Saving for retirement is easy compared with figuring out how much you will need when you retire, which is why TDFs have become so popular. Though using a single investment strategy for people born within the same 5-year window may seem crude, the reality is that how much you differ and the fees that are paid are more important than the nuances of the glide path. But trying to figure out how much you need takes much more analysis. David Blanchett, Morningstar’s head of retirement research, attempts to tackle this issue in a new white paper.

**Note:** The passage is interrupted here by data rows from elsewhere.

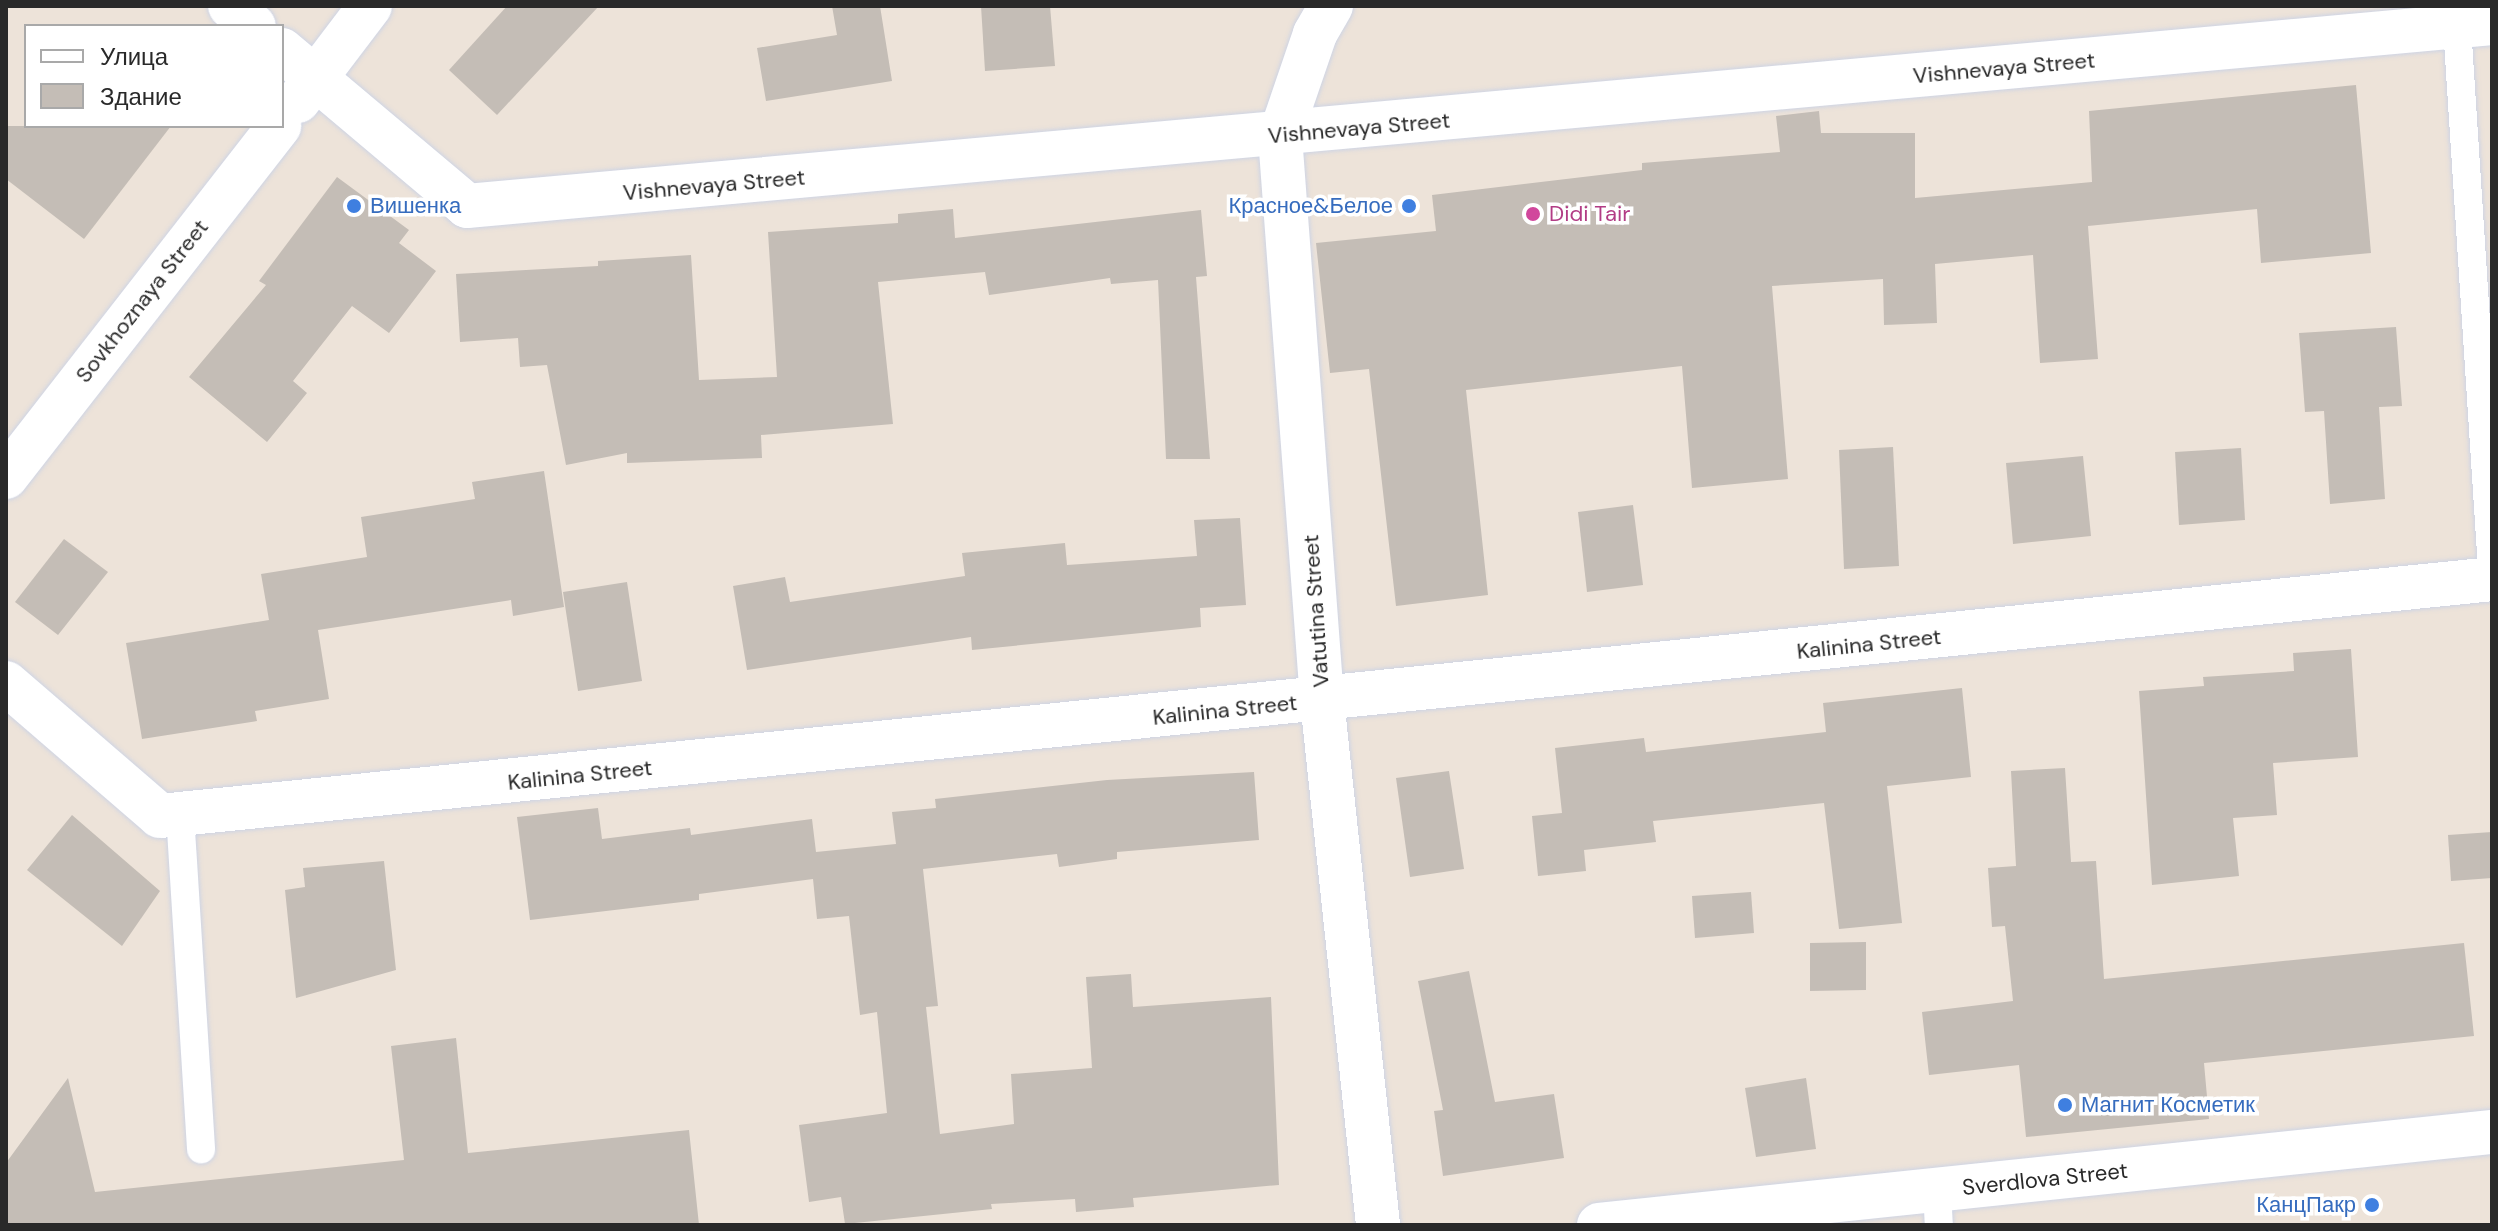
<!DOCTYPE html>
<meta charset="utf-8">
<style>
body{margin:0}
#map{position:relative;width:2498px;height:1231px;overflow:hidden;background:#ede3d9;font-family:"DM Sans",sans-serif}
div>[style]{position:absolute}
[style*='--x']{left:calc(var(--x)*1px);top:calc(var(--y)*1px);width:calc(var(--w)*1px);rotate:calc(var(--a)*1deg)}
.building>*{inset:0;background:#c4bdb6}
.roads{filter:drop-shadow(0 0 2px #ced4e4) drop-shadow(0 0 2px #ced4e4)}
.lane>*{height:28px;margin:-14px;padding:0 14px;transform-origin:14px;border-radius:14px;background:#fff}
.street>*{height:44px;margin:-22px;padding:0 22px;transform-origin:22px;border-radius:22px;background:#fff}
.dots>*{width:22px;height:22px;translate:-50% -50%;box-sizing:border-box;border:4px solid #fff;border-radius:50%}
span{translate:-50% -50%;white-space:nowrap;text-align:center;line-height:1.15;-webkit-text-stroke:7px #fff;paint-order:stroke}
.street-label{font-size:22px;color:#292929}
.shop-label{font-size:22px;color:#366cbe}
.left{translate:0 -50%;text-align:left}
.right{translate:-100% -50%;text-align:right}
.hotel-label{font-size:22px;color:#b23c85}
.frame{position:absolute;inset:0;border:8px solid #292929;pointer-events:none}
.legend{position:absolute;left:24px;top:24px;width:260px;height:104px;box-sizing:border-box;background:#fff;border:2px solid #a9a9a9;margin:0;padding:10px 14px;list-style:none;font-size:24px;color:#292929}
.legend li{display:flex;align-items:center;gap:16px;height:40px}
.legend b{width:40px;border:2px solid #a9a9a9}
</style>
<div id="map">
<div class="building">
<i style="clip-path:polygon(507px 6px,599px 6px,497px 115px,449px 70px)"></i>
<i style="clip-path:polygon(832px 6px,880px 6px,892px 81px,766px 101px,757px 48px,837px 35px)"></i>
<i style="clip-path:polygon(981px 6px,1050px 6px,1055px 66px,985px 71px)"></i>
<i style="clip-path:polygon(2356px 85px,2371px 253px,2261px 263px,2257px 209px,2088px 226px,2098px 359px,2040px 363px,2033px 255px,1935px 264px,1937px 323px,1884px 325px,1883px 279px,1772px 286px,1788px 479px,1692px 488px,1682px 366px,1466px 390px,1488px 595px,1396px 606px,1369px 369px,1330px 373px,1316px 243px,1436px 231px,1432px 195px,1642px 170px,1642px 163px,1780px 152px,1776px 116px,1819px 111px,1821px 133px,1915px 133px,1915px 198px,2092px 182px,2089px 111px)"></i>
<i style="clip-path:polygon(6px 126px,171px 126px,84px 239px,6px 179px)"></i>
<i style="clip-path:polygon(337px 177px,409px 230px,399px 243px,436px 271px,389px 333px,352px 306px,293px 381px,307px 393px,267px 442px,189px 377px,266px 285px,259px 281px)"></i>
<i style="clip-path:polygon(953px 209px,955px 238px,1201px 210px,1207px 276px,1196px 277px,1210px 459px,1166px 459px,1158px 280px,1111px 284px,1110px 278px,989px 295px,985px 272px,878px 282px,893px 424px,761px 435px,762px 458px,627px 463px,627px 453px,566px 465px,547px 365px,520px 367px,518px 338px,460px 342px,456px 274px,598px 266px,598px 261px,691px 255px,699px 380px,777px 377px,768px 232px,898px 223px,898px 214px)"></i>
<i style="clip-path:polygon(2396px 327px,2402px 406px,2379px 407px,2385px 499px,2330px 504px,2324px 411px,2305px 412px,2299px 333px)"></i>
<i style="clip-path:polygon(1893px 447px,1899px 566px,1844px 569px,1839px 450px)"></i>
<i style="clip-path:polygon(2241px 448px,2245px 520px,2179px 525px,2175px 452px)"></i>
<i style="clip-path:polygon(2083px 456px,2091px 536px,2013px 544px,2006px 463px)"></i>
<i style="clip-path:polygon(544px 471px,564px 607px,513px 616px,511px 600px,318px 630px,329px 699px,255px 711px,257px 721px,142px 739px,126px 643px,269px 620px,261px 574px,367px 557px,361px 517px,475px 499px,472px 482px)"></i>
<i style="clip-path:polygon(1633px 505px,1643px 585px,1587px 592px,1578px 512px)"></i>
<i style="clip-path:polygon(1240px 518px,1246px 605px,1200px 608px,1201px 627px,972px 650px,971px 637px,747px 670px,733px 586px,785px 577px,790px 602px,965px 576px,962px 553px,1065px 543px,1067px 565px,1197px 556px,1194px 520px)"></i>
<i style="clip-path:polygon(64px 539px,108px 572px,58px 635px,15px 602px)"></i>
<i style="clip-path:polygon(627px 582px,642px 681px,578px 691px,563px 592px)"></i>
<i style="clip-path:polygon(2351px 649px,2358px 757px,2273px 763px,2277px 815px,2233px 818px,2239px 876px,2152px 885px,2139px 691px,2204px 686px,2203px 677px,2294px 671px,2293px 653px)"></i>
<i style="clip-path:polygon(1962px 688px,1971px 777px,1887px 786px,1902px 923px,1839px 929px,1824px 803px,1653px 821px,1656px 842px,1584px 850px,1586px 871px,1538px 876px,1532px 816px,1562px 813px,1555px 748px,1644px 738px,1646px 752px,1826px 732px,1823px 703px)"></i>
<i style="clip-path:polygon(2065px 768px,2071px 862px,2096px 861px,2104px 979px,2464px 943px,2474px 1036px,2204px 1063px,2209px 1119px,2026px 1137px,2019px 1065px,1929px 1075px,1922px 1012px,2013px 1001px,2005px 926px,1992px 927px,1988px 868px,2016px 866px,2011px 771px)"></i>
<i style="clip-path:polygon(1449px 771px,1464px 869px,1410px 877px,1396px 778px)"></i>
<i style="clip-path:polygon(1254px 772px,1259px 840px,1117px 852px,1117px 859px,1059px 867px,1057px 854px,923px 869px,938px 1006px,926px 1007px,940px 1134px,1014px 1124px,1011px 1074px,1092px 1068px,1086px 977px,1131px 974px,1133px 1007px,1271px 997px,1279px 1185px,1133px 1198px,1134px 1207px,1076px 1212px,1075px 1199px,991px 1204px,992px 1209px,845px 1224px,841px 1197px,809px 1202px,799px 1125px,887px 1113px,877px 1012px,860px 1015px,849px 916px,817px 919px,813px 879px,699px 894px,699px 900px,530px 920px,517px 817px,598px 808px,602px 839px,690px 828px,691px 835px,812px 819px,816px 852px,896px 844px,892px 812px,936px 808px,935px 799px,1107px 780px)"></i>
<i style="clip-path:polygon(72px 815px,160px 891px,122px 946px,27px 870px)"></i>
<i style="clip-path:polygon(2492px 832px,2492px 878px,2451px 881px,2448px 835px)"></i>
<i style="clip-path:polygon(384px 861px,396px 970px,296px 998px,285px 890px,305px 887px,303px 868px)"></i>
<i style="clip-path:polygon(1751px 892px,1754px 933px,1695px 938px,1692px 896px)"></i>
<i style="clip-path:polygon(1866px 942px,1866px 990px,1810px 991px,1810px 943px)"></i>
<i style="clip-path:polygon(1469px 971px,1495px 1102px,1554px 1094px,1564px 1158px,1443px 1176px,1434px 1111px,1443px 1110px,1418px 981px)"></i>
<i style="clip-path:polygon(456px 1038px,468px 1153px,689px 1130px,699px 1225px,6px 1225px,6px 1163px,68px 1078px,95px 1192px,404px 1160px,391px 1046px)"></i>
<i style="clip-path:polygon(1806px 1078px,1816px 1149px,1756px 1157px,1745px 1088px)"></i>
</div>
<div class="roads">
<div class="lane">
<i style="--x:2457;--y:26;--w:543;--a:86.31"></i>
<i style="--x:180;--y:814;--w:336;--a:86.4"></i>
<i style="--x:1937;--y:1190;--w:35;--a:87"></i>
</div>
<div class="street">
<i style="--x:230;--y:6;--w:31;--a:40"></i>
<i style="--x:1331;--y:6;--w:32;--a:120"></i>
<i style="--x:1315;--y:34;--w:108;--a:108.9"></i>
<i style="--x:1280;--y:136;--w:566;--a:85.74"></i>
<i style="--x:1322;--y:700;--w:528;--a:83.91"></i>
<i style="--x:282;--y:50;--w:242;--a:40.1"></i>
<i style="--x:467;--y:206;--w:2033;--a:-5.16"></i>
<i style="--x:298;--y:101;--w:119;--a:-52.8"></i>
<i style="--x:6;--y:477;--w:445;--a:-52.1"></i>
<i style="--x:6;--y:683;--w:203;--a:40.8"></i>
<i style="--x:160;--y:816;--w:2344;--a:-5.8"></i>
<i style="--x:1599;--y:1225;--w:898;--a:-5.95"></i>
</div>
</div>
<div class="dots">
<i style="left:354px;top:206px;background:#3f7fe0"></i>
<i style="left:1409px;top:206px;background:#3f7fe0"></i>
<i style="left:1533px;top:214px;background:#d1479c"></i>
<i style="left:2065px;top:1105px;background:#3f7fe0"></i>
<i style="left:2372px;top:1205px;background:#3f7fe0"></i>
</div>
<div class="street-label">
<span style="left:2004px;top:68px;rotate:-5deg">Vishnevaya Street</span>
<span style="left:1359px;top:128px;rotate:-5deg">Vishnevaya Street</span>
<span style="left:714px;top:185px;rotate:-5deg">Vishnevaya Street</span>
<span style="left:142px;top:301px;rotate:-52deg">Sovkhoznaya Street</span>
<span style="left:1316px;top:611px;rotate:-94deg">Vatutina Street</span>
<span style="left:1869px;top:644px;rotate:-6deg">Kalinina Street</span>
<span style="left:1225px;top:710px;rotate:-6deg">Kalinina Street</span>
<span style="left:580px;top:775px;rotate:-6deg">Kalinina Street</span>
<span style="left:2045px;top:1179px;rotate:-6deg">Sverdlova Street</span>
</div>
<div class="shop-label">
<span class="left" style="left:370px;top:206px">Вишенка</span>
<span class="right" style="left:1393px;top:206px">Красное&amp;Белое</span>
<span class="left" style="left:2081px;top:1105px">Магнит Косметик</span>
<span class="right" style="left:2356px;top:1205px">КанцПакр</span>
</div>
<div class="hotel-label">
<span class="left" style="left:1549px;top:214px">Didi Tair</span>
</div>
<div class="frame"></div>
<ul class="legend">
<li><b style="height:10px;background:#fff"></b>Улица</li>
<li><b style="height:22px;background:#c4bdb6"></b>Здание</li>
</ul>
</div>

The three assumptions people need to make going into retirement include:

• Replacement rate
• Consumption levels
• Retirement period

Easier said than done. Blanchett takes on some common assumptions we make — for example, that expenses increase by a static percentage and that all expenses increase at the same rate of inflation — and estimates that replacement ratios can vary from 54% to 87% depending on various factors. Other findings based on analysis of data from different sources include the fact that households with lower levels of consumption and higher levels of funding tend to increase their spending in retirement.

The “set it and forget it” model used effectively to accumulate assets when working may not work when planning how to spend in retirement without running out of money. The Morningstar research is a good start for plan advisors who want to be able to do more than say to all clients that they should plan on an 80% replacement ratio. Echoing that opinion is Chris Carosa in a recent article about the 80% figure.